What is needed is the full listing written out exactly, minus the pictures.

> EXTRACTED ENTRIES
-------
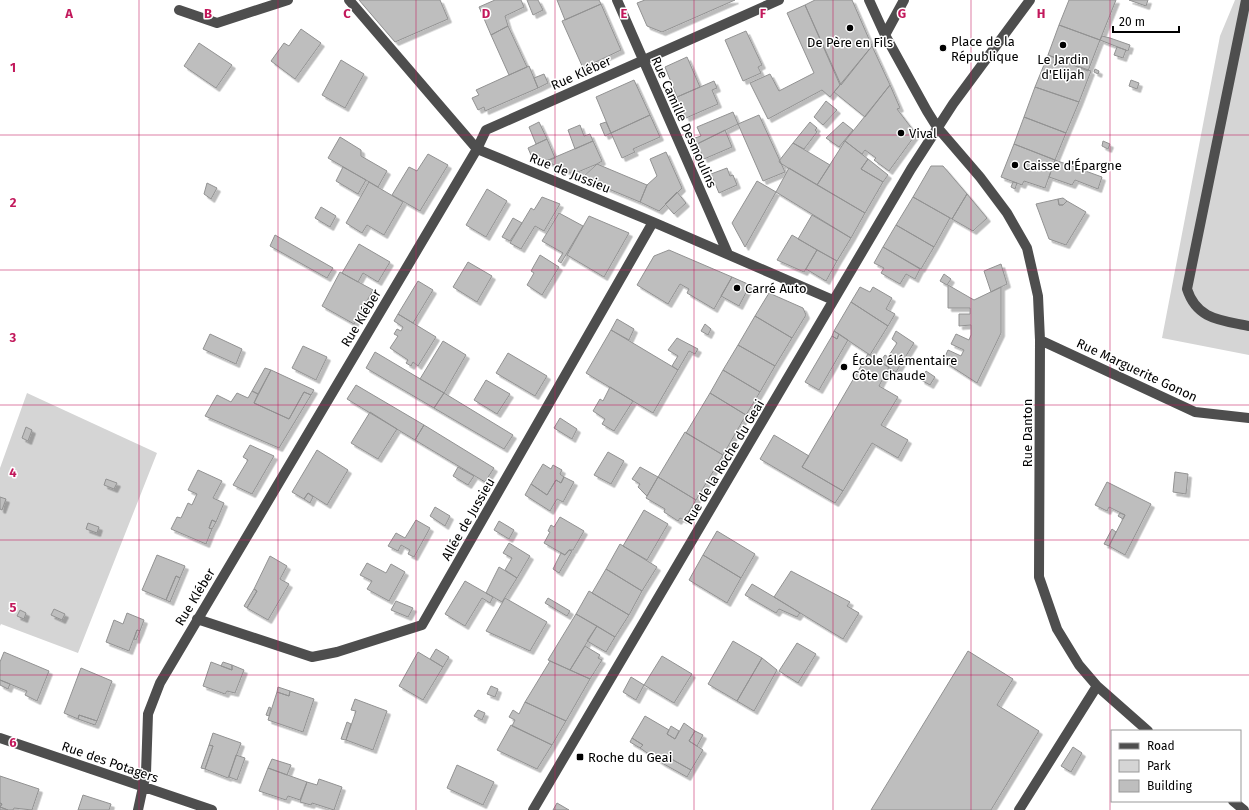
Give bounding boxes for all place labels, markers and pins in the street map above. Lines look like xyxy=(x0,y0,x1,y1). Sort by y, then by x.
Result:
marker: De Père en Fils xyxy=(845,23,855,33)
place label: Place de la République xyxy=(951,34,1019,64)
place label: De Père en Fils xyxy=(807,35,893,50)
marker: Le Jardin d'Elijah xyxy=(1058,40,1068,50)
marker: Place de la République xyxy=(938,43,948,53)
place label: Le Jardin d'Elijah xyxy=(1037,52,1089,82)
place label: Vival xyxy=(909,126,937,141)
marker: Vival xyxy=(896,128,906,138)
place label: Caisse d'Épargne xyxy=(1023,158,1122,173)
marker: Caisse d'Épargne xyxy=(1010,160,1020,170)
place label: Carré Auto xyxy=(745,281,807,296)
marker: Carré Auto xyxy=(732,283,742,293)
place label: École élémentaire Côte Chaude xyxy=(852,353,957,383)
marker: École élémentaire Côte Chaude xyxy=(839,362,849,372)
place label: Roche du Geai xyxy=(588,750,672,765)
marker: Roche du Geai xyxy=(575,752,585,762)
-------
> TASK RESULT
Give bounding boxes for all place labels, markers and pins in the street map above. Lines look like xyxy=(x0,y0,x1,y1). Sort by y, then by x.
Result:
marker: De Père en Fils xyxy=(845,23,855,33)
place label: Place de la République xyxy=(951,34,1019,64)
place label: De Père en Fils xyxy=(807,35,893,50)
marker: Le Jardin d'Elijah xyxy=(1058,40,1068,50)
marker: Place de la République xyxy=(938,43,948,53)
place label: Le Jardin d'Elijah xyxy=(1037,52,1089,82)
place label: Vival xyxy=(909,126,937,141)
marker: Vival xyxy=(896,128,906,138)
place label: Caisse d'Épargne xyxy=(1023,158,1122,173)
marker: Caisse d'Épargne xyxy=(1010,160,1020,170)
place label: Carré Auto xyxy=(745,281,807,296)
marker: Carré Auto xyxy=(732,283,742,293)
place label: École élémentaire Côte Chaude xyxy=(852,353,957,383)
marker: École élémentaire Côte Chaude xyxy=(839,362,849,372)
place label: Roche du Geai xyxy=(588,750,672,765)
marker: Roche du Geai xyxy=(575,752,585,762)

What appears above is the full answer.